2013年10月28日月曜日

リクルート株上場なら、いくらの含み益?

日本の株式市場が依然冴えない中、市場関係者の間で大きく注目されているIPO(新規株式公開)がある。「リクルートホールディングス」だ(10月1日にリクルートから商号変更予定)。峰岸真澄社長が6月の株主総会で言及した通り、すでにリクルートは、株式上場の準備に入っている。早ければ来2013年度にも実現する可能性が高い。

求人広告から出発したリクルート。かつてバブル期の1988年にリクルート事件が起こり、時の竹下登政権(自民党)は事件の余波で退陣した。が、リクルート自身は、その後も新規事業を次々生み出す。求人情報誌は求人サイト「リクナビ」に変わり、ジャンルも「SUUMO」(住宅情報)、「ゼクシィ」(結婚情報)、「ホットペッパー」(飲食店情報)などに拡げていった。

何より今、市場で注目されているのが、非上場であるリクルート株の“値打ち”だ。そこで東洋経済オンラインでは、12年3月末でリクルート株を保有している企業について、最新の有価証券報告書をもとに調べてみた。詳細は以下の通りだ。

■各社のリクルート株の保有状況

リクルートは92年に創業者の江副浩正氏がダイエーに持ち株を売却。一時ダイエーが3分の1強を握る大株主になったが、00年にリクルートが自社株として買い戻した。その後は安定株主作りのため、順次、取引先などに譲渡していった。印刷会社は情報誌印刷の発注先として、テレビ局や広告代理店はリクルート自身の商品の広告を流す先として、大口の取引がある。
各社の取得時期はまちまちで、1株当たり株価はあくまで最新の持ち株数で割った平均価格である。なお、東京電力は福島原子力発電所事故の巨額賠償に伴い、保有していたリクルート株全株を11年9月までに売却した模様だ(リクルートが自社株買いしたと見られる)。
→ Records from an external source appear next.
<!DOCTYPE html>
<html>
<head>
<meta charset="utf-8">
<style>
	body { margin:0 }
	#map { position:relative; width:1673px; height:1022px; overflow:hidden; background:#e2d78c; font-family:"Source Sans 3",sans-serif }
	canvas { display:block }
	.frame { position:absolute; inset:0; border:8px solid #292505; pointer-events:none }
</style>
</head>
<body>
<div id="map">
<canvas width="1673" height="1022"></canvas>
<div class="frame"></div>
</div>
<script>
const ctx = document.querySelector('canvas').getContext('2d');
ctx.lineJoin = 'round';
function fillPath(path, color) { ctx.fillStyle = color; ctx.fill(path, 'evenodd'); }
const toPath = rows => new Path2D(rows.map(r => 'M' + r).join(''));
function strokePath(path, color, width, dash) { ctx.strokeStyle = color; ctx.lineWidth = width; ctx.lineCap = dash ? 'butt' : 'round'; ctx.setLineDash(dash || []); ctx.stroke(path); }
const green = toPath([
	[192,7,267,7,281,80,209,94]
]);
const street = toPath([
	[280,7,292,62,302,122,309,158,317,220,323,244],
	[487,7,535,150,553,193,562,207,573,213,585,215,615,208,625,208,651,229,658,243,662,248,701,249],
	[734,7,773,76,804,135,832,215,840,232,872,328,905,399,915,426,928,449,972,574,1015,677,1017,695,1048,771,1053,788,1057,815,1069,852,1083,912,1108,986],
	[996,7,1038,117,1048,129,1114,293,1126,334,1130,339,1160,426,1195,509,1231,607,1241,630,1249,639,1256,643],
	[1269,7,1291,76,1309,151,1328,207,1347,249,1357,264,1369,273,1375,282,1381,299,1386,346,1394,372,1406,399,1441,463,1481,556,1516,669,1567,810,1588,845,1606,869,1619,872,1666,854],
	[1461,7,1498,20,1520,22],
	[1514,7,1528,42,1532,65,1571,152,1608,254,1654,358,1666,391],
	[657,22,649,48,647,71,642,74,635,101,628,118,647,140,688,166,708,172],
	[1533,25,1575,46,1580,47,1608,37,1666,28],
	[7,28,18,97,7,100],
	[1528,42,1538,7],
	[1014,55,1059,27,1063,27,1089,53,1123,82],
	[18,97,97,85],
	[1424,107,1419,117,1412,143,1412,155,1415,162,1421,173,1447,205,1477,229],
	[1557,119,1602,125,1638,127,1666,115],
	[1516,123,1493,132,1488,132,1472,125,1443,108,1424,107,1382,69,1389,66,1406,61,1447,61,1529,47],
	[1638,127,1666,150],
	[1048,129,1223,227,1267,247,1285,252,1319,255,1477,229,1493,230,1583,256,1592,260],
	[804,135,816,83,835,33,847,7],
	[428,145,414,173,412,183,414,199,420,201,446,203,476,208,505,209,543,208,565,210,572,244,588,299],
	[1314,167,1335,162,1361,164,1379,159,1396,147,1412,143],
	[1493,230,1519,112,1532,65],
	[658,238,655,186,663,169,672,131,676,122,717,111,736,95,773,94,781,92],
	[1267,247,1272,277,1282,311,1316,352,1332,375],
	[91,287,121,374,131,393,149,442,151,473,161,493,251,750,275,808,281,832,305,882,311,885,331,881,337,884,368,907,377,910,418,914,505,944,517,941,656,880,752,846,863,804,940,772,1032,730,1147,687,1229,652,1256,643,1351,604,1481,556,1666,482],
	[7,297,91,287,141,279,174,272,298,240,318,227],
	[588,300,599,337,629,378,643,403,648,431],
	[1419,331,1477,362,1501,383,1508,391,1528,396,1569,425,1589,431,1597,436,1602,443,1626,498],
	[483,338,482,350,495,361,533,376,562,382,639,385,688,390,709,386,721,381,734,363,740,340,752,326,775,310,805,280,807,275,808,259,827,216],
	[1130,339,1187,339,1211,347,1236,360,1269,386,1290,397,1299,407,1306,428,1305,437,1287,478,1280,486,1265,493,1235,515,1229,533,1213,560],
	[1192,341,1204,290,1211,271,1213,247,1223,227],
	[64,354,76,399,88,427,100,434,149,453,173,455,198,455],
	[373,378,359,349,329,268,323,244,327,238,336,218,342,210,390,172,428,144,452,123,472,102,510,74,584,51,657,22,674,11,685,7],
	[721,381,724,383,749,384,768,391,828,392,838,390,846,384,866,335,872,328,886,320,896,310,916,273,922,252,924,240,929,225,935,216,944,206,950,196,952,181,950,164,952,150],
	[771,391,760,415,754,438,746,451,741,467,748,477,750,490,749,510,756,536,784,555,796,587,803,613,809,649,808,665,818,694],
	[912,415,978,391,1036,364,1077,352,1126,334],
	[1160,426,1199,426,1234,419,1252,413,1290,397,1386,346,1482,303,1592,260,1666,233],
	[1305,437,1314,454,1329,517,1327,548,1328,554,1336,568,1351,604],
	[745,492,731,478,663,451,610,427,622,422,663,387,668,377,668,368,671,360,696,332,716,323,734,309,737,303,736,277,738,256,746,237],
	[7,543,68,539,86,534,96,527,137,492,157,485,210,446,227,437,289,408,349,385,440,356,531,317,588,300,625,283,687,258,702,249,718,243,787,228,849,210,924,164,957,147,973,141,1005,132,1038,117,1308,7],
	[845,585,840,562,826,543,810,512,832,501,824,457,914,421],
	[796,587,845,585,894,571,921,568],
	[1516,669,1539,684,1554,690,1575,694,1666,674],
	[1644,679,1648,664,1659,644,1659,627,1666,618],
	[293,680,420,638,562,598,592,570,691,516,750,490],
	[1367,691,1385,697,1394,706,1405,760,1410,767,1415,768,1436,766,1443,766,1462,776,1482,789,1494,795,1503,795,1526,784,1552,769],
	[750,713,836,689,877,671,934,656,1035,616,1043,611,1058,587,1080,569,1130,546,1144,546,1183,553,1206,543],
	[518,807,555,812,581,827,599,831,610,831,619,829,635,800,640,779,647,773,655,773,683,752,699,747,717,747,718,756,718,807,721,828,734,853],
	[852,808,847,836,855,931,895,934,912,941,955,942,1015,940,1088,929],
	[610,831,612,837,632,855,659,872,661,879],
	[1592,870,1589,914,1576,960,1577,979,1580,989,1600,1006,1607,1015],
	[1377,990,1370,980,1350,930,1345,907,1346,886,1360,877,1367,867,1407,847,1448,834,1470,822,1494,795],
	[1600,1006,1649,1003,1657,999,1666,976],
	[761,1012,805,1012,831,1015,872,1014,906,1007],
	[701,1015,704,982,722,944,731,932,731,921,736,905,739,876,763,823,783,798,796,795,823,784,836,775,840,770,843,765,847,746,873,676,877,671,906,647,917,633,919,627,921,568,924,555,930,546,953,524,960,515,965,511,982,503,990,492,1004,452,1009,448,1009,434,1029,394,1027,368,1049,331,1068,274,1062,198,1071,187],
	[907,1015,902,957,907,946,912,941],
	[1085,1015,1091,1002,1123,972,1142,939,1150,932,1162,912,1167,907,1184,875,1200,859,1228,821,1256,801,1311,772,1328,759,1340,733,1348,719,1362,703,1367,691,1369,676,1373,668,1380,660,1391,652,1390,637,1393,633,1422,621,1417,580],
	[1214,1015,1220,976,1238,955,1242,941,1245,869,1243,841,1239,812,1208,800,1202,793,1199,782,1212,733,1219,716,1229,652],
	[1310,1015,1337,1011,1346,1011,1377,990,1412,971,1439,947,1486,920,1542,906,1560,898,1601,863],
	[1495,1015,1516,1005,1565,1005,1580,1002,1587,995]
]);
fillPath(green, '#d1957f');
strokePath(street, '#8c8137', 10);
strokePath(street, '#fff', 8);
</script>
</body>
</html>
表によれば、いずれも取得価格は数十億円から100億円台。1株当たり株価を見ると、大日本印刷などは取得時期が94年のため(その後順次買い増し)、2000~3000円台と低い。一方、電通や日本テレビなどのテレビ局・広告代理店は、07年から08年にかけてリクルートと互いに持ち合う形で取得しており、一律9000円になっている。
来期、リクルート株が上場すれば、当然、各社ともに多額の含み益を持つことになる。市場関係者によれば、時価総額は1兆円になるとも見られており、リクルートの現在の発行済み株数6013万株で割れば、単純計算で1株1万6631円だ。新株発行を伴うため、実際にはもう少し低くなる可能性はあるが、1割増資したとしても、1万5119円。今の簿価よりは相当高い。各社とも多額の含み益になる計算だ。株数も多く、政策的に保有していることから、すぐ市場で売却することはないと思われるが、各社の財政を相当潤すのは間違いない。
 ・直近1年間の有価証券報告書より リクルート株保有リスト2012-09-09

・大日本印刷............320万株.....3025円.....96.8億 
・凸版印刷..............320万株.....2566円......2.13億 
・三井物産..............300万株.....5602円....168.08億 
・電通..................300万株.....9000円....270億
・NTTデータ..........155万株.....7322円....113.5億 
・日本テレビ放送網......111.1万株...9000円.....99.99億
・王子製紙...............90万株.....1140円.....10.26億
・図書印刷...............90万株.....1171円.....10.54億 
・博報堂D.HD..........60万株.....9000円.....54億
・野村総合研究所.........60万株.....6800円.....40.8億
・日本製紙...............46万株.....1904円......8.76億 
・新日鉄ソリューションズ.45万株.....8500円.....38.7億 
・大王製紙...............30万株.....9500円.....28.5億
・フジメディアHD.......30万株.....9000円.....27億 
・シーエーシー...........30万株.....6800円.....20.4億 
・テレビ朝日.............26.6万株...9500円.....25.27億 
・共同印刷..............10万株.....1120円......1.12億 
・IIJ.................5万株.....9500円......4.75億 
・トランスコスモス........5万株.....9500円......4.75億 
・クイック...............1万株.....9250円......0.925億 

取得金額がべらぼーに安く、株数も膨大なのは3861王子製紙と7913図書印刷の2社。但し、発行株式数は7913の方が圧倒的に少ない。
2012年8/25号の東洋経済の「リクルートの正体」という大特集号を見ると、リクルートが上場すれば類似企業のPERから類推すると(17倍)2万円が適正だという。
上記数値が正しいとすれば、7913の含み益は169億円に達する ことになる。

また、「リクルート上場成功は証券界の”必須目標”」とある。
リクルートはアベノミクス第二幕の目玉にもなる逸材である。